• Supplied material:
# # #
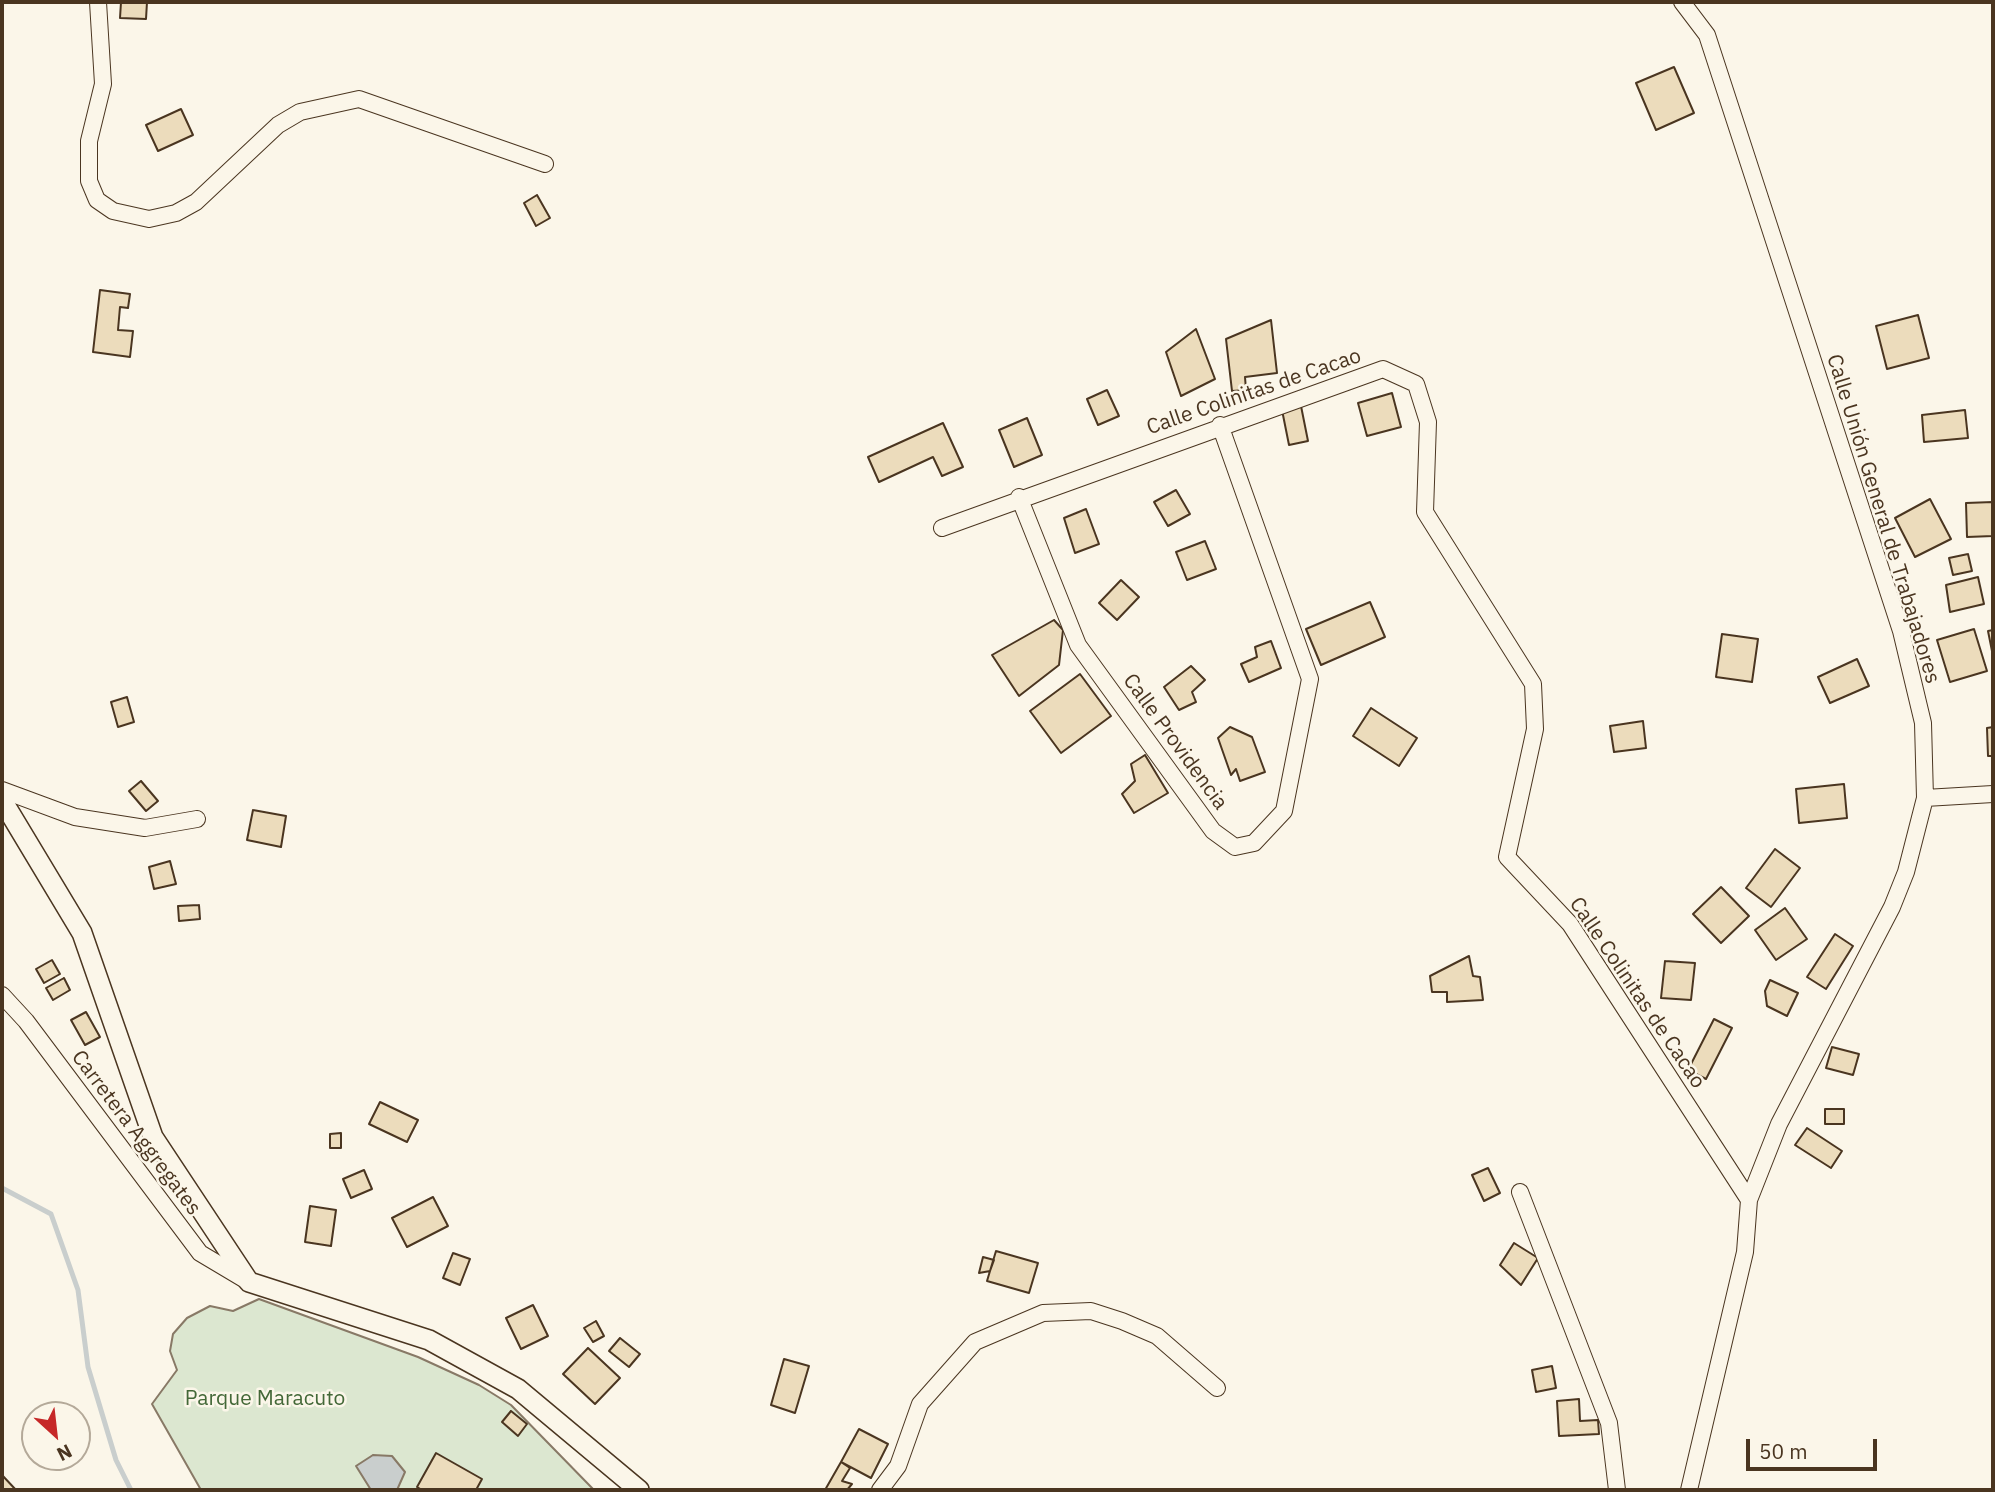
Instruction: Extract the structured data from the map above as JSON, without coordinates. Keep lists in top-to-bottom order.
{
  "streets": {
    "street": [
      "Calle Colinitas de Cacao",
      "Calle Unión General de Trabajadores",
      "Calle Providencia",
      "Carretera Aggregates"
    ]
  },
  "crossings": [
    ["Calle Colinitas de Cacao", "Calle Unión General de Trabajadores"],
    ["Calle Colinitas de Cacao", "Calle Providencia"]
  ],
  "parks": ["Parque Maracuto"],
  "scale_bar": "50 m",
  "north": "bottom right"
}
# # #
• Task requirements: A faithful copy is needed: reproduce all of the data above, leaving the pictures out.

• Output for this task:
Instruction: Extract the structured data from the map above as JSON, without coordinates. Keep lists in top-to-bottom order.
{
  "streets": {
    "street": [
      "Calle Colinitas de Cacao",
      "Calle Unión General de Trabajadores",
      "Calle Providencia",
      "Carretera Aggregates"
    ]
  },
  "crossings": [
    ["Calle Colinitas de Cacao", "Calle Unión General de Trabajadores"],
    ["Calle Colinitas de Cacao", "Calle Providencia"]
  ],
  "parks": ["Parque Maracuto"],
  "scale_bar": "50 m",
  "north": "bottom right"
}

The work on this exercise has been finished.